Coming Clean: CMS Releases Self-Disclosure Protocol for Stark Violations

Fall Issue 2010Newsletters Staying Well Within the Law

The Stark self-referral law can be unforgiving. Unintentional minor technical violations can result in severe penalties and staggering refund liabilities. Until recently, there was no way a physician or provider could come forward and voluntarily disclose such violations to the enforcement agencies, and in an Open Letter dated March 24, 2009, the Office of Inspector General announced it will no longer accept disclosure of a matter that involves only liability under the physician self-referral law in the absence of a colorable anti-kickback statute violation under its 1998 Provider Self-Disclosure Protocol. This policy left providers with limited options when a Stark violation was discovered. The Patient Protection and Affordable Care Act (PPACA) changed all that, up to a point.

On September 23, 2010, six months after the enactment of health reform under the PPACA, the Centers for Medicare and Medicaid Services (CMS) published a Voluntary Self-Referral Disclosure Protocol, which can be found at https://www.cms.gov/PhysicianSelfReferral/Downloads/6409_SRDP_Protocol.pdf. This protocol allows any physician or provider to disclose actual or potential Stark violations.

More good news under the PPACA: the new law grants the Secretary of Health and Human Services discretion to reduce the amounts due for Stark violations and directs the Secretary to consider as mitigating factors the nature and extent of the improper or illegal practice; the timeliness of such disclosure; the cooperation in providing additional information related to the disclosure; and such other factors as the Secretary considers appropriate. The CMS protocol adds two more factors: the litigation risk associated with the matter disclosed and the financial position of the disclosing party.

Currently, a provider must refund all Medicare payments for designated health services referred by a physician where a non-exempt financial relationship with the physician (or a family member) exists. The new protocol does not guarantee leniency, either with regard to the refund obligations or with regard to any Stark or False Claims Act penalties.

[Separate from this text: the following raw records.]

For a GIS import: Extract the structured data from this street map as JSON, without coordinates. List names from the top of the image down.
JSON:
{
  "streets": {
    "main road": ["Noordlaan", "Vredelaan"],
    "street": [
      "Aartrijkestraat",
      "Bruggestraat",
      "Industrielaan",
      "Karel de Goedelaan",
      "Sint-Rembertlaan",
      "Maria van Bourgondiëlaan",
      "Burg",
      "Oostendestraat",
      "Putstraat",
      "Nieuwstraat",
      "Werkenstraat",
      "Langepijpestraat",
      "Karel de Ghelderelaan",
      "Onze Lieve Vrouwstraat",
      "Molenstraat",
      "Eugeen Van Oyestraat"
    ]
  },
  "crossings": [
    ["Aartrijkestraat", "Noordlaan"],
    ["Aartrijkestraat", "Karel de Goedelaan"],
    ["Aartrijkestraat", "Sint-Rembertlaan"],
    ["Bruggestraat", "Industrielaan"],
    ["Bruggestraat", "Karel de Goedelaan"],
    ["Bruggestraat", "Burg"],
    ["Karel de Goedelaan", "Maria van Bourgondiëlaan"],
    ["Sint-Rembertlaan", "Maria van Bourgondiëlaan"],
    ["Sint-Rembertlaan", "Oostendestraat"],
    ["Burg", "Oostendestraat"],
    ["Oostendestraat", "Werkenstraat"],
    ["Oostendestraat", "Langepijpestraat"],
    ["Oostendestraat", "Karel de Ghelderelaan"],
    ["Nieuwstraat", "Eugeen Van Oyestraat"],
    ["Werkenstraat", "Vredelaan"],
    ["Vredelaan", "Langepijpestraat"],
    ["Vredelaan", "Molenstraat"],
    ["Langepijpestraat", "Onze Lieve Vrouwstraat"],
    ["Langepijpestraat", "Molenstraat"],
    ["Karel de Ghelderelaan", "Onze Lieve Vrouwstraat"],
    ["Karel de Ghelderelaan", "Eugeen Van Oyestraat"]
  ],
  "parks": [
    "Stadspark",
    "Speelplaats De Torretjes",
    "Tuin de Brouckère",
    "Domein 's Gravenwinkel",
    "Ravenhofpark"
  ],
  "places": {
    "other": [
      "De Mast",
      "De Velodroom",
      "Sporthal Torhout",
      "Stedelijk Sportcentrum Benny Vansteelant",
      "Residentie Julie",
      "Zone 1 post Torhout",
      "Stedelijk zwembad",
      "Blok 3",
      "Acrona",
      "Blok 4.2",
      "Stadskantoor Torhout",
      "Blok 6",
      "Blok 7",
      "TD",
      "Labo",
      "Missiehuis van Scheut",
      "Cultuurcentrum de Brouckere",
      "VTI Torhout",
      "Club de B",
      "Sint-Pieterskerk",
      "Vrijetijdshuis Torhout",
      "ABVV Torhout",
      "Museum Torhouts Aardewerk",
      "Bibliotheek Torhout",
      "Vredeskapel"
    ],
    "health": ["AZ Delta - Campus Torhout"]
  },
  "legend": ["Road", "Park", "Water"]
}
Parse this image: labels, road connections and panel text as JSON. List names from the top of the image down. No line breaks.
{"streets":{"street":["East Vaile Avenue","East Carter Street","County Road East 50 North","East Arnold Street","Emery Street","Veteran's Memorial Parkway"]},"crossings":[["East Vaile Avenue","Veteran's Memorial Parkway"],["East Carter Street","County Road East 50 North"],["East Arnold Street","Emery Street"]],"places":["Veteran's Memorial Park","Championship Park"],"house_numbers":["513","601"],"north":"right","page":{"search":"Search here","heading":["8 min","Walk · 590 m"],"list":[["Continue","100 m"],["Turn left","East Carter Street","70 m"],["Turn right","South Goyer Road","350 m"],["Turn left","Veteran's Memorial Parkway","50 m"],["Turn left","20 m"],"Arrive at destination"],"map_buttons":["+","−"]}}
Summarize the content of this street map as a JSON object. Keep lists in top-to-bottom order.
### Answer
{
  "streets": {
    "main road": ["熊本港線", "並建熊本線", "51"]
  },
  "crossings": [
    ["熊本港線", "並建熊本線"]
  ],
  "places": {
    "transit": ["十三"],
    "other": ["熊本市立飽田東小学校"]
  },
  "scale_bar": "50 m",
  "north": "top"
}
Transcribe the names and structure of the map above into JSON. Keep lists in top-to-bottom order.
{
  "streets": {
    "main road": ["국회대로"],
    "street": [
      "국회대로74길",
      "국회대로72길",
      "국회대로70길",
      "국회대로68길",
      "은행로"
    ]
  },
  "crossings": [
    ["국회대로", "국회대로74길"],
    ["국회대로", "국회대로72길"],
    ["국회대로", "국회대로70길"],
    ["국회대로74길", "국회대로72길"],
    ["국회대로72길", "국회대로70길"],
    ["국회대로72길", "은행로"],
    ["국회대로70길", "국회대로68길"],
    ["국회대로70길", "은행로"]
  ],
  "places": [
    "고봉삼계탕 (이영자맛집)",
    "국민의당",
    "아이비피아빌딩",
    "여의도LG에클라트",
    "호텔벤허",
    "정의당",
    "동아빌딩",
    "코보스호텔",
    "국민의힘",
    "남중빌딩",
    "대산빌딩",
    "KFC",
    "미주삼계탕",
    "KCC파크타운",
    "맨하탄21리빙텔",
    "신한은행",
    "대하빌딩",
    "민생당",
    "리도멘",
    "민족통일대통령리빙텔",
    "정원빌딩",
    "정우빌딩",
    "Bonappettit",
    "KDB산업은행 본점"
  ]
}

All disclosures must be made electronically and include the following information:

  • The name, address, national provider identification numbers (NPIs), CMS Certification Number(s) (CCN) and tax identification number(s) of the disclosing party.
  • A description of the nature of the matter being disclosed, including the type of financial relationship(s), parties involved, specific time periods the disclosing party may have been out of compliance; type of designated health service claims at issue; type of transaction or other conduct giving rise to the matter; and the names of entities and individuals believed to be implicated and an explanation of their roles in the matter.
  • A statement from the disclosing party regarding why it believes a violation of the physician self-referral law may have occurred, along with a description of the potential causes of the incident or practice (e.g., intentional conduct, lack of internal controls, circumvention of corporate procedures or government regulations).
  • The circumstances under which the disclosed matter was discovered and the measures taken upon discovery to address the issue and prevent future abuses.
  • A statement identifying whether the disclosing party has a history of similar conduct or has any prior criminal, civil and regulatory enforcement actions (including payment suspensions) against it.
  • A description of the existence and adequacy of any pre-existing compliance program and the measures or actions taken by the disclosing party to restructure the arrangement or non-compliant relationship.
  • A description of appropriate notices, if applicable, provided to other government agencies, (e.g., Securities and Exchange Commission and Internal Revenue Service) in connection with the disclosed matter.
  • An indication of whether the disclosing party has knowledge the matter is under current inquiry by a government agency or contractor.
  • A full financial analysis must also be completed for the applicable “look-back period.”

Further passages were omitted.